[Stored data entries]
———

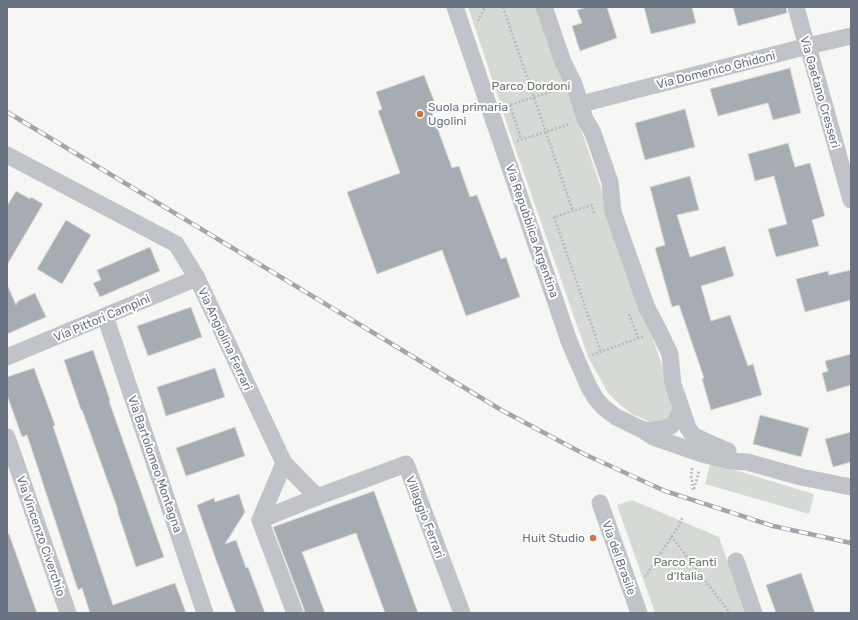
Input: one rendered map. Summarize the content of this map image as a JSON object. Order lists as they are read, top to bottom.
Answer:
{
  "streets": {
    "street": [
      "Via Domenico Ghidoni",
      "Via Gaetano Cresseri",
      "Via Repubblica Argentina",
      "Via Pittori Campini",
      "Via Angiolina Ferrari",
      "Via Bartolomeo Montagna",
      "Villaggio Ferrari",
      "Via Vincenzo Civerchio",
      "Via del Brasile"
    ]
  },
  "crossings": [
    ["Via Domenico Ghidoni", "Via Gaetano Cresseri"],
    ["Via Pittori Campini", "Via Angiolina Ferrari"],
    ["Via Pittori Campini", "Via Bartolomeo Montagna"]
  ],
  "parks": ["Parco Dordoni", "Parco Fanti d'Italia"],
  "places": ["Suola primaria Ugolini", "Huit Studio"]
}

———

Once the pictures are removed, reproduce the remaining entries above exactly.

Input: one rendered map. Summarize the content of this map image as a JSON object. Order lists as they are read, top to bottom.
Answer:
{
  "streets": {
    "street": [
      "Via Domenico Ghidoni",
      "Via Gaetano Cresseri",
      "Via Repubblica Argentina",
      "Via Pittori Campini",
      "Via Angiolina Ferrari",
      "Via Bartolomeo Montagna",
      "Villaggio Ferrari",
      "Via Vincenzo Civerchio",
      "Via del Brasile"
    ]
  },
  "crossings": [
    ["Via Domenico Ghidoni", "Via Gaetano Cresseri"],
    ["Via Pittori Campini", "Via Angiolina Ferrari"],
    ["Via Pittori Campini", "Via Bartolomeo Montagna"]
  ],
  "parks": ["Parco Dordoni", "Parco Fanti d'Italia"],
  "places": ["Suola primaria Ugolini", "Huit Studio"]
}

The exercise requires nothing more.